When I first looked at the renderings of Bosco Verticale, a residential building decked out with 900 trees including Oaks, and acres of shrubs, I was like “what! Are they serious?” And apparently they are: the buildings are under construction and soon to be completed.
Bosco Verticale, or Vertical Forest, is a twin tower residential development in the center of Milan, Italy. The buildings are 360 feet (110 m) and 250 feet (76 m) tall. The renderings of the finished project show not a sky scarper with windows and floor plates but a tall planter with trees and shrubs sprouting out of cantilevered balconies. It is not that I am opposed to any effort to marry landscaping and architecture. I do like the facades of Patrick Blanc’s vertical gardens. However, just planting trees on over extended balconies from top to bottom is not what I consider a synthesis of landscaping and architecture.
The designers of the building, Boeri Studio, claim that they are creating a micro-climate that will absorb carbon dioxide and dust particles and would produce oxygen.

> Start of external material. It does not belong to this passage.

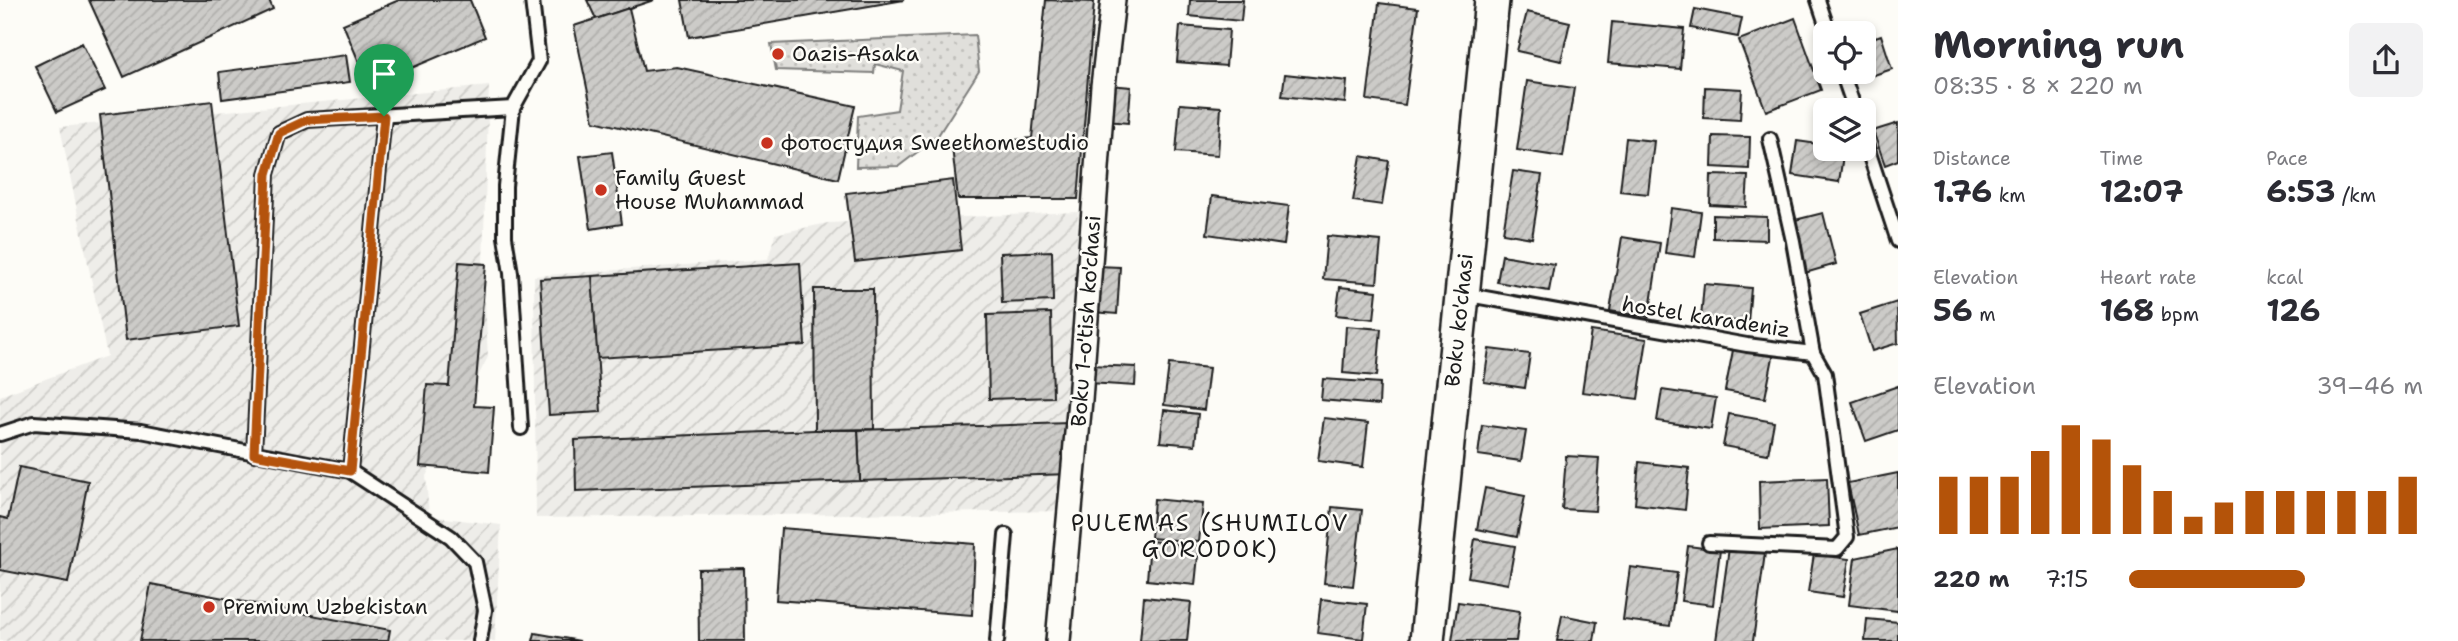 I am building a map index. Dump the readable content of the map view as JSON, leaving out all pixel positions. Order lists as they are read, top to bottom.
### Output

The foliage will protect residents from solar-radiation and noise pollution, which is expected to improve the quality of living spaces and will also save energy.
Some of these claims are of dubious nature: modern glass curtain walls can often reflect sunlight and you don’t need trees on 30th floor to do that. I am not sure how these hanging gardens will save energy if you need a team of gardeners constantly watering, fertilizing and pruning these terraces of concrete, overgrown with greenery. It may cost more energy to maintain this building than whatever savings in energy the buildings might have.
I read some of the comments posted on Gaurdian and these comments pretty much sum up what I have to say about this building. Some comments include:
- The Towers may look nice from the outside but I’ll bet the apartments would be in total darkness when the shrubs are in leaf.
- It’s a crazy idea. Kids climbing trees, pollen blowing into flats with dead leaves covered with bird droppings, water dripping through balconies, fertilizer everywhere, soil and twigs, and whole dead trees to be disposed of (take them down in the lift?). If you want the countryside go and live in it. Cities are where you go to escape from foliage.
- Save taking the dog down in the elevator I suppose.
- Plants always grow into their wind shadow and these will be very windy locations – leaning into the wind. So it’s likely that after a few years all the symmetrically-drawn trees in the artists’ impression will be leaning in one direction, even if they are regularly pruned.
- The building would look spooky in the winter.
- I wonder if insurers would balk at providing coverage for occupants or adjacent property owners from broken twigs and branches falling off a 30 story building during stormy weather.
I must say that some of the fears expressed by skeptics like me may not come true. However, there is a possibility that this scheme may not work as it is envisioned. I hope in that case the architects have a plan B to salvage the structures.